(Stored data entries)
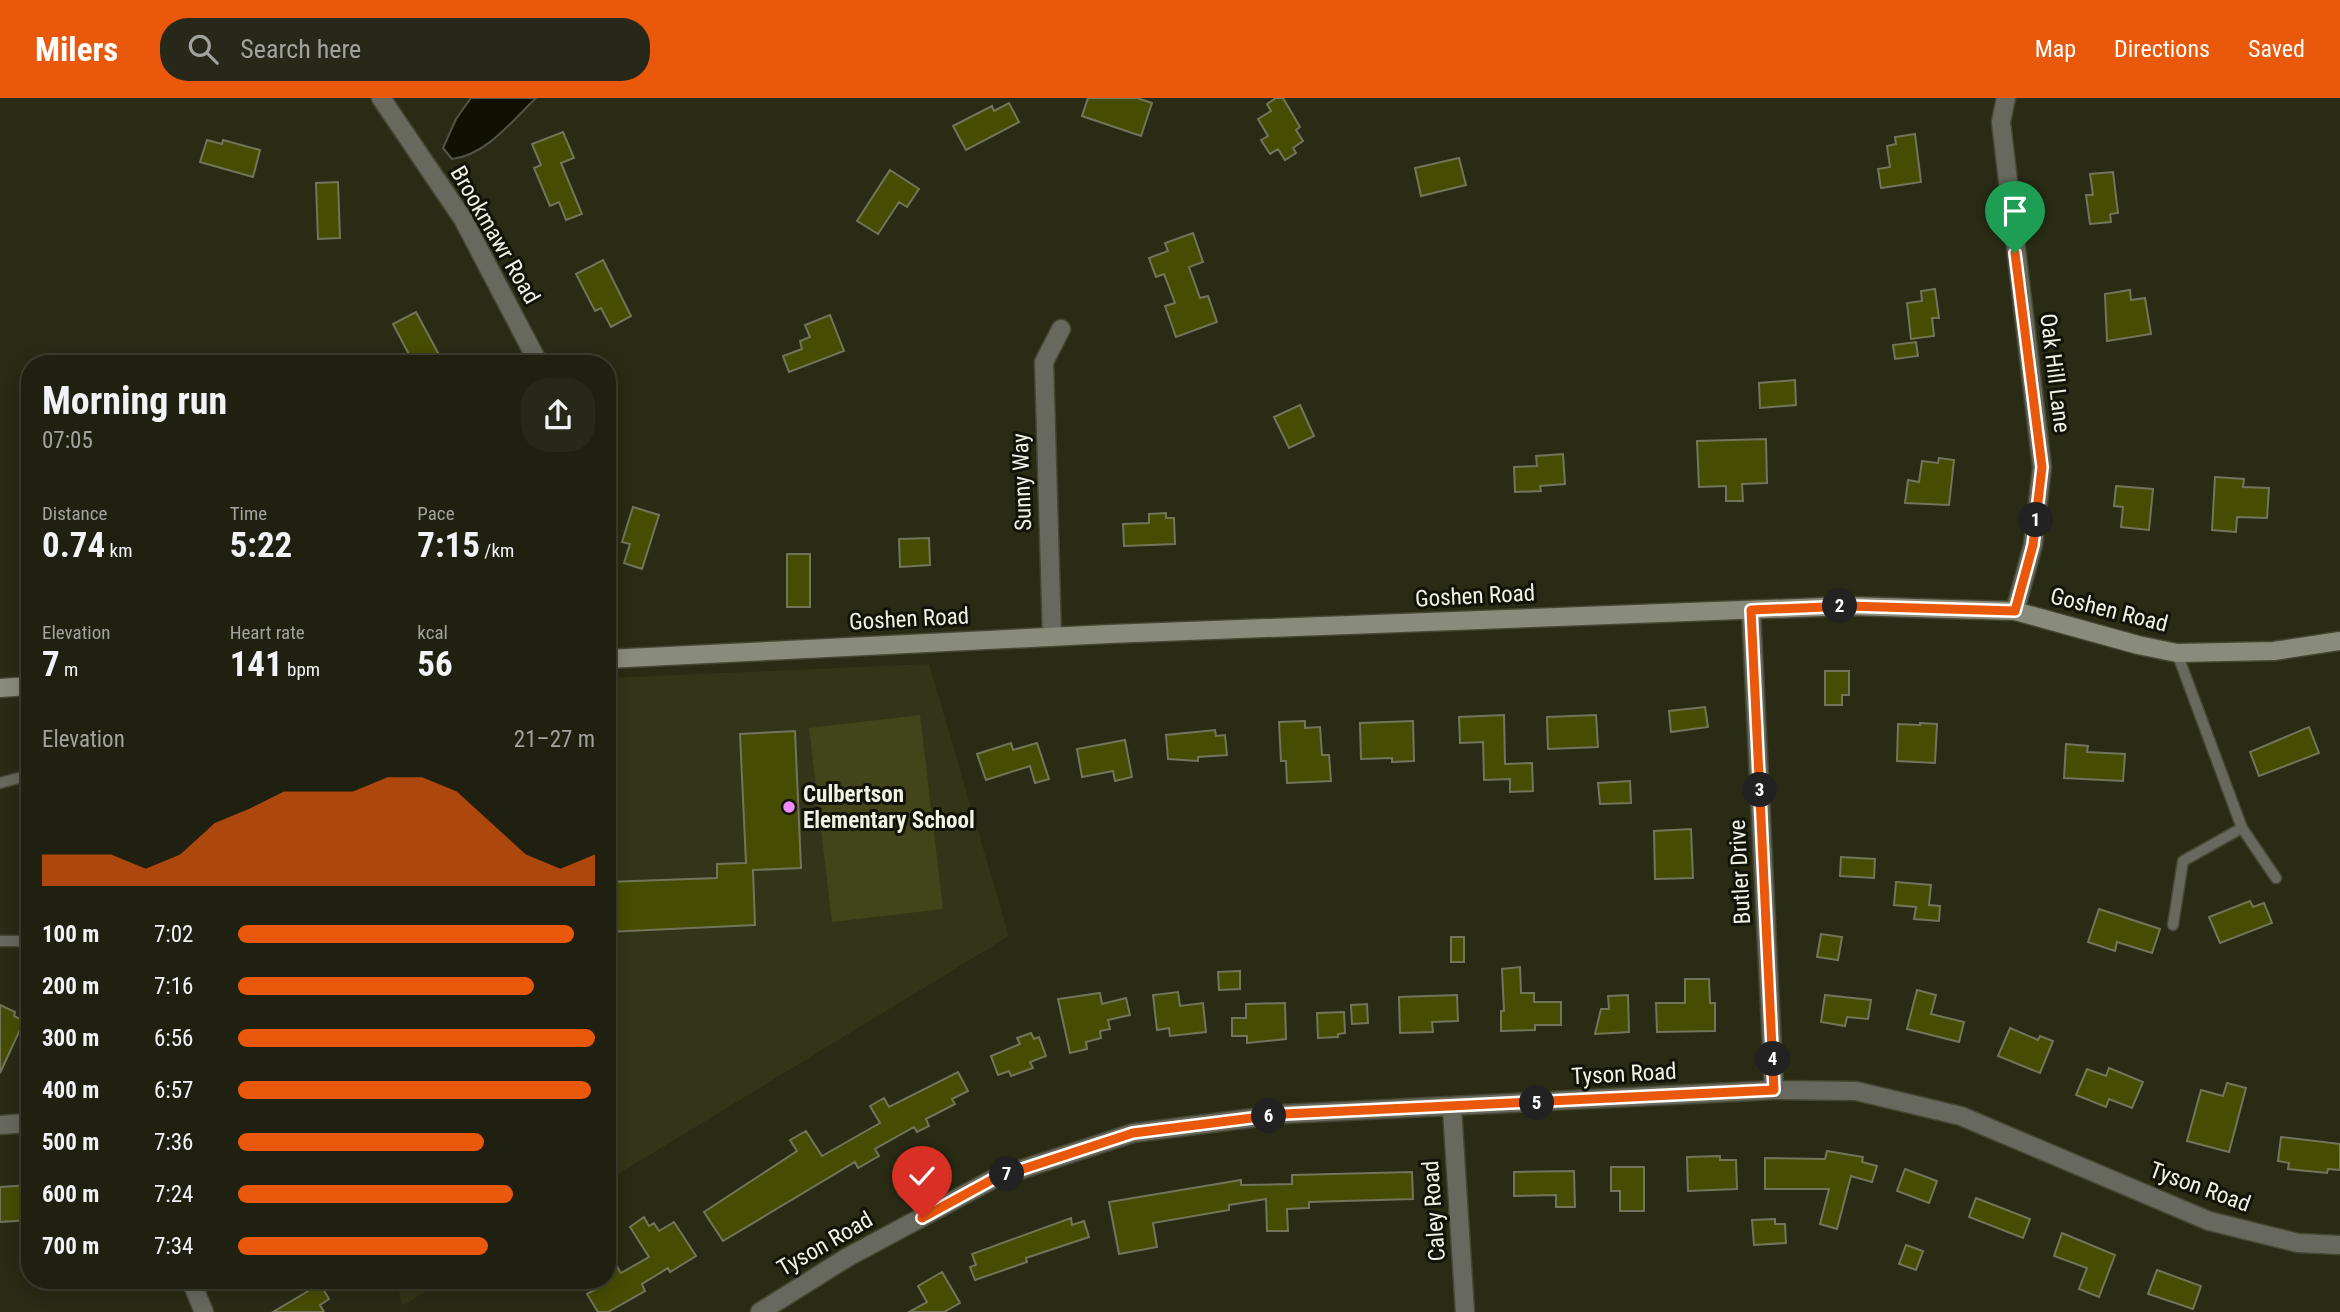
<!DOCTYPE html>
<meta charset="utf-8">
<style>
body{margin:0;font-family:"Roboto Condensed",sans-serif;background:#272819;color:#f1f3f6;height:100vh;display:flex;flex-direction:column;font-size:26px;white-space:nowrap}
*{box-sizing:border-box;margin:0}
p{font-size:23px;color:#a1a39f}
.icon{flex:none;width:38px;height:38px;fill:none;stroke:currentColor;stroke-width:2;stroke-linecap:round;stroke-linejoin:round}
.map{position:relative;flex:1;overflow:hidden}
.drawer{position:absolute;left:21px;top:257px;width:595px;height:934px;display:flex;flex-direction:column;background:#1f2010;border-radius:28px;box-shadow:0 4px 18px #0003,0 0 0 2px #3c3e30}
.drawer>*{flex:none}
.pin{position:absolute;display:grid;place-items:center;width:60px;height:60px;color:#fff;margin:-72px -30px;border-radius:50% 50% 50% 0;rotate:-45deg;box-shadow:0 0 7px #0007}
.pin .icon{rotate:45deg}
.km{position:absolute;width:35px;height:35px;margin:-18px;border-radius:50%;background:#222;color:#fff;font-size:19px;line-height:35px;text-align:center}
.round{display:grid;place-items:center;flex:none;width:74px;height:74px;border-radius:28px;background:#272819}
.summary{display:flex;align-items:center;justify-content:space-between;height:119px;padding:0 21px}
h1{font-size:38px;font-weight:700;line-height:52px}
.stats{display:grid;grid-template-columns:repeat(3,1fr);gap:10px;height:119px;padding:7px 21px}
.stats div{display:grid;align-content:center}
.stats b{font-size:35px;font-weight:700}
.stats small{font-size:19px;font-weight:400}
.stats p{font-size:19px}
.chart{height:196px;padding:14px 21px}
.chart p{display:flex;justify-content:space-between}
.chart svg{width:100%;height:126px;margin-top:7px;fill:#ea580c;opacity:.7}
ul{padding:0 21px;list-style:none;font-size:23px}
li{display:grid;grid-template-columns:112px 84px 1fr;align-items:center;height:52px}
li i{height:18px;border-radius:9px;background:#ea580c}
header{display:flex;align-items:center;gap:42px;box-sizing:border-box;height:98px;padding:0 35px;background:#ea580c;color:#fff}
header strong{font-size:33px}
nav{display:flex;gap:38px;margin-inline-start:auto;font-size:24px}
.search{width:490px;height:63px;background:#272819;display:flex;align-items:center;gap:18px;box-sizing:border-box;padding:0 24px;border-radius:28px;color:#a1a39f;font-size:26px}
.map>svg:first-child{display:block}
</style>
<header>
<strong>Milers</strong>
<div class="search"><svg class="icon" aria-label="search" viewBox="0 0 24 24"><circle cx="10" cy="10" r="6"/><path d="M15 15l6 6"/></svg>Search here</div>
<nav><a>Map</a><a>Directions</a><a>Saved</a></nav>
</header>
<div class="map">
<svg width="2340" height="1214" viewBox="0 0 2340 1214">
<rect width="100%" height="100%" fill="#292b15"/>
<path fill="#323517" d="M929 566 1009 838 607 1083V580Z
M397 1183H443L402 1208Z"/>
<path fill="#42451a" d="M920 617 943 811 832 824 809 630Z"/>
<path fill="#101101" stroke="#535445" stroke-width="2" d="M471 0H536C512 23 486 57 452 61L443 50 456 21Z"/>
<path fill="#474c03" stroke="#72755c" stroke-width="2" d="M1088 0H1137L1152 5 1141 38 1082 18Z
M1276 0H1283L1300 29 1296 32 1303 43 1293 50 1296 55 1285 62 1278 51 1270 56 1261 42 1268 38 1258 21 1271 13 1267 6Z
M1009 5 1019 24 966 52 953 28 992 8 994 13Z
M563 34 574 60 561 65 582 116 566 122 559 104 550 108 534 70 541 67 532 46Z
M1915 36 1921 84 1881 90 1878 71 1890 69 1887 48 1896 46 1895 39Z
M207 42 222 46 223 42 260 52 253 79 200 64Z
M1459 60 1466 87 1421 98 1415 70Z
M890 72 919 91 907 109 899 104 878 136 857 123Z
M2113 74 2118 115 2110 116 2111 124 2090 126 2086 97H2093L2090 76Z
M338 84 340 140 318 141 316 85Z
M1193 135 1203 164 1189 169 1200 200 1208 198 1217 224 1176 239 1165 208 1175 205 1164 176 1156 179 1149 160 1168 153 1165 145Z
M603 162 631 218 611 229 601 210 595 213 576 176Z
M1935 191 1939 220H1932L1934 238 1911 241 1907 205 1922 203 1921 193Z
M2130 192 2131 202 2145 200 2151 236 2107 243 2105 196Z
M416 214 444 266H414L393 226Z
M830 217 844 253 789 274 783 258 802 251 800 243 810 239 805 227Z
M1916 244 1918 258 1895 261 1893 247Z
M1795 282 1796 307 1760 310 1759 285Z
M1300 307 1314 338 1289 350 1274 319Z
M1766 341 1767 385 1742 386 1743 403H1726V388L1699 389 1697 343Z
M1563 356 1565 386 1540 388 1541 393 1515 394 1514 369 1537 368 1536 358Z
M1939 360 1954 362 1949 407 1905 405 1908 382 1919 384 1922 363 1938 365Z
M2215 379 2244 381 2243 389 2269 390 2267 420 2237 419 2236 434 2212 432Z
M2116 388 2153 391 2149 432 2121 429 2123 409 2114 408Z
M633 409 659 417 642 471 624 465 630 446 622 444Z
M1166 415V420H1174L1175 446 1124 448 1123 426 1149 425V416Z
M929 440 930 467 900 469 899 441Z
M787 456H810V509H787Z
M1825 573H1849V597H1842V607H1825Z
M1705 609 1708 629 1671 634 1669 613Z
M1504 617 1505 666 1532 665 1533 693 1510 694V681L1484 682 1483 644 1460 645 1459 619Z
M1596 617 1598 649 1548 651 1547 619Z
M1305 623V630L1320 629 1322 657H1329L1331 683 1287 685 1286 663H1281L1279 624Z
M1413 623 1414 663 1392 664V660L1361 661 1360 625Z
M1920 625 1937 626 1935 665 1897 663 1898 626 1920 627Z
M2309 629 2319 655 2259 678 2250 654Z
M1215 632 1216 638 1225 637 1227 657 1198 659V663L1168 661 1166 637Z
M795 633 801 770 753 772 755 827 607 834V784L717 780V766L746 765 740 636Z
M1125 642 1132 679 1115 683 1113 673 1082 679 1077 651Z
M1011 645 1013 652 1037 645 1049 681 1035 685 1030 668 986 682 977 656Z
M2066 646 2088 648 2087 654 2125 656 2123 683 2064 680Z
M1630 683 1631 705 1600 706 1598 685Z
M1691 731 1693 780 1655 781 1654 733Z
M1841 759 1875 761 1874 780 1840 778Z
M1896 784 1931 787 1929 807 1940 808 1939 823 1914 821 1916 809 1894 807Z
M2250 803 2253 809 2264 805 2272 825 2220 845 2209 819Z
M2099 811 2160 831 2152 855 2117 844 2115 853 2088 844Z
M1821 836 1842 839 1838 862 1817 859Z
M1451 839H1464V864H1451Z
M1520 869 1521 895H1534V904H1561V927H1535V932L1501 933V913H1504L1502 871Z
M1240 873V891L1219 892 1218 874Z
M1685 881H1709L1710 905H1715V933L1657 934 1656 905H1685Z
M1917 892 1936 897 1931 916 1964 924 1959 944 1907 931Z
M1178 894 1180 908 1203 905 1206 934 1170 938 1169 930 1157 932 1153 897Z
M1100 895 1102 906 1126 900 1130 917 1108 922 1110 931 1100 933 1101 940 1086 944 1087 951 1070 955 1058 901Z
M1457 897 1458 923 1432 924 1433 934 1400 935 1399 899Z
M1628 897 1629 934 1595 936 1601 911H1609L1608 898Z
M1825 897 1871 902 1868 921 1847 919 1845 928 1821 924Z
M1285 905 1286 941 1247 945V938H1232V920H1246V906Z
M1367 906 1368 925 1352 926 1351 907Z
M0 907 15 914 14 918 24 923 0 975Z
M1344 914 1345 935 1338 936V939L1318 940 1317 915Z
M2010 930 2038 942 2040 938 2053 943 2040 975 1998 958Z
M1031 935 1034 941 1039 939 1046 958 1030 964 1033 970 1011 978 1009 973 998 977 991 958 1020 946 1017 940Z
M2109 970 2143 984 2132 1010 2109 1001 2106 1009 2076 997 2087 971 2106 978Z
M958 974 968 993 952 1001 955 1006 926 1021 929 1028 917 1034 914 1029 875 1051 879 1058 858 1070 855 1064 723 1143 704 1114 797 1053 790 1042 806 1033 822 1058 880 1025 870 1008 884 1000 889 1009Z
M2227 985 2246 990 2229 1054 2187 1043 2201 992 2223 998Z
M2281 1039 2340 1046V1072L2328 1071 2327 1075 2288 1071 2289 1065 2278 1063Z
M1827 1053 1863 1059 1862 1064 1877 1068 1872 1084 1851 1078 1837 1131 1820 1126 1829 1091H1765V1060L1825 1061Z
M1720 1058V1062H1736L1737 1091 1688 1093 1687 1059Z
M1611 1069H1644V1113H1620V1093H1611Z
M1905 1071 1937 1083 1929 1105 1897 1093Z
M1574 1073 1575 1109H1556V1097L1514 1098V1074Z
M1412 1074 1413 1101 1309 1104V1110L1287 1111 1288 1133H1267L1266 1101 1229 1107V1112L1153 1125 1157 1149 1119 1156 1109 1104 1241 1082V1087L1292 1086V1077Z
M30 1087V1122L0 1124V1089Z
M1976 1100 2030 1121 2023 1140 1969 1119Z
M644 1119 649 1128 654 1125 659 1133 674 1124 696 1158 670 1174 668 1170 642 1186 645 1193 608 1214H598L587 1196 602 1188 599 1183H607V1152L621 1175 649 1159 630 1129Z
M1071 1120 1072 1127 1084 1123 1089 1139 1026 1160 1027 1164 975 1182 970 1169 976 1167 972 1156Z
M1775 1121V1126H1785L1786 1145 1754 1147 1752 1122Z
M2062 1135 2115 1157 2099 1199 2079 1191 2087 1170 2054 1158Z
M1906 1147 1923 1153 1916 1172 1899 1166Z
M2157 1172 2201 1188 2193 1211 2148 1196Z
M942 1174 960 1205 944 1214H909L927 1204 918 1188Z
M320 1186 329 1201 320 1207 324 1214H273Z"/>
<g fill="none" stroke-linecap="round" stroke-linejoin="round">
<defs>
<path id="lane" d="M2177 555 2242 730 2276 780
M0 685 30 677
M2173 827 2183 763 2242 730
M0 843H30"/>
<path id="street" d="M381 0 463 121 539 266
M2006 0 2001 24 2042 369 2033 447 2015 513
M1751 512 1774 992
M1052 539 1044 264 1061 231
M1452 1010 1465 1214
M0 1027 30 1025
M191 1183 204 1214
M760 1214 848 1159 995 1080 1133 1035 1284 1016 1774 992 1856 993 1961 1018 2209 1123 2298 1145 2340 1147"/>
<path id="secondary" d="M607 561 1109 536 1849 508 2015 513 2138 547 2177 555 2274 553 2340 543
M0 590 30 588"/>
</defs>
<use href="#lane" stroke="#454732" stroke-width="13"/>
<use href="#street" stroke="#454732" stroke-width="21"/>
<use href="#secondary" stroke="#454732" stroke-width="21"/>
<use href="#lane" stroke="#67695e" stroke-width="10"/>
<use href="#street" stroke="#67695e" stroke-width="18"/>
<use href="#secondary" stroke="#8a8c7b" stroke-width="18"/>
</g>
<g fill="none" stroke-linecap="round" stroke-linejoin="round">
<defs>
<path id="route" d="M922 1120 995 1080 1133 1035 1284 1016 1774 992 1751 512 1849 508 2015 513 2033 447 2042 369 2015 155"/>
</defs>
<use href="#route" stroke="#fff" stroke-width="14"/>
<use href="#route" stroke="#ea580c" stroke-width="9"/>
</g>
<circle fill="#ee8cf9" stroke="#121309" stroke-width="2.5" cx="789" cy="709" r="7"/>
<g text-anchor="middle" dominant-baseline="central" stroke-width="6" stroke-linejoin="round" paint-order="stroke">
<g font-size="23" fill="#f0f2e4" stroke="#121309">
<text transform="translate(495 137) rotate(60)">Brookmawr Road</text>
<text transform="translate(2055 275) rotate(83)">Oak Hill Lane</text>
<text transform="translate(1022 384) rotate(-92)">Sunny Way</text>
<text transform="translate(1475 498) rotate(-3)">Goshen Road</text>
<text transform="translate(2109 512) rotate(14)">Goshen Road</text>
<text transform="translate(909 521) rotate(-3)">Goshen Road</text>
<text transform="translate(1740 774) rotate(-93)">Butler Drive</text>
<text transform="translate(1624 976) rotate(-3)">Tyson Road</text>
<text transform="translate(2200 1089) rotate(20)">Tyson Road</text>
<text transform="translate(1434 1113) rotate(-94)">Caley Road</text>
<text transform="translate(825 1146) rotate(-30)">Tyson Road</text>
</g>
<g font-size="23" font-weight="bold" fill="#f0f2e4" stroke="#121309" text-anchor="start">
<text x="803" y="696">Culbertson<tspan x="803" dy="26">Elementary School</tspan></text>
</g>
</g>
</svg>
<div class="pin" style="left:2015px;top:155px;background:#1e9e55"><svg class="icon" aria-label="arrive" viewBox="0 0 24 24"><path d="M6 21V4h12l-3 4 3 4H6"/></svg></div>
<div class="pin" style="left:922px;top:1120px;background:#d93025"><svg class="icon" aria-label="check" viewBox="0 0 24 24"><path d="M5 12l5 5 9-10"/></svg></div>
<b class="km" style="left:2036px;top:422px">1</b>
<b class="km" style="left:1840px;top:508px">2</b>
<b class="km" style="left:1760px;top:692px">3</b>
<b class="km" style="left:1773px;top:961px">4</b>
<b class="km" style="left:1537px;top:1005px">5</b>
<b class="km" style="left:1269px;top:1018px">6</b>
<b class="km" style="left:1007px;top:1076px">7</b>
<section class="drawer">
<div class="summary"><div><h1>Morning run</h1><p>07:05</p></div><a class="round"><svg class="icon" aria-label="share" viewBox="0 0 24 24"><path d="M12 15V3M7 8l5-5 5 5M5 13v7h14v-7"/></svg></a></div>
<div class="stats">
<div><p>Distance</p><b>0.74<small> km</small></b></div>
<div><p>Time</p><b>5:22</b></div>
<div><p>Pace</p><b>7:15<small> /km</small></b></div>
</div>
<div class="stats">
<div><p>Elevation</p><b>7<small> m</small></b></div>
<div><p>Heart rate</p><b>141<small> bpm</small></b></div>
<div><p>kcal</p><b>56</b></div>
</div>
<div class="chart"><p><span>Elevation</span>21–27 m</p>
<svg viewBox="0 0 160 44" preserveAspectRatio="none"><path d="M0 44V33L10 33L20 33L30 38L40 33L50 22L60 17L70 11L80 11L90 11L100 6L110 6L120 11L130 22L140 33L150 38L160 33V44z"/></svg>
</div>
<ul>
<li><b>100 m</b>7:02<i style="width:94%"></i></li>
<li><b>200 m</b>7:16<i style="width:83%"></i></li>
<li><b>300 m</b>6:56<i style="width:100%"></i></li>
<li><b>400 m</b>6:57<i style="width:99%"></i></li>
<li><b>500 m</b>7:36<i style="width:69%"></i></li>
<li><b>600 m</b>7:24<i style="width:77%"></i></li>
<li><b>700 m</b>7:34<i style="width:70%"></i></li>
</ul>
</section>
</div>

**WORK TO COMPLETE:** The reply should hold an exact repeat of the entries from their opening line through the line with "-30px;border-radius:50% 50% 50%", and no pictures at all.

**REPLY TO THE EXERCISE:**
<!DOCTYPE html>
<meta charset="utf-8">
<style>
body{margin:0;font-family:"Roboto Condensed",sans-serif;background:#272819;color:#f1f3f6;height:100vh;display:flex;flex-direction:column;font-size:26px;white-space:nowrap}
*{box-sizing:border-box;margin:0}
p{font-size:23px;color:#a1a39f}
.icon{flex:none;width:38px;height:38px;fill:none;stroke:currentColor;stroke-width:2;stroke-linecap:round;stroke-linejoin:round}
.map{position:relative;flex:1;overflow:hidden}
.drawer{position:absolute;left:21px;top:257px;width:595px;height:934px;display:flex;flex-direction:column;background:#1f2010;border-radius:28px;box-shadow:0 4px 18px #0003,0 0 0 2px #3c3e30}
.drawer>*{flex:none}
.pin{position:absolute;display:grid;place-items:center;width:60px;height:60px;color:#fff;margin:-72px -30px;border-radius:50% 50% 50% 0;rotate:-45deg;box-shadow:0 0 7px #0007}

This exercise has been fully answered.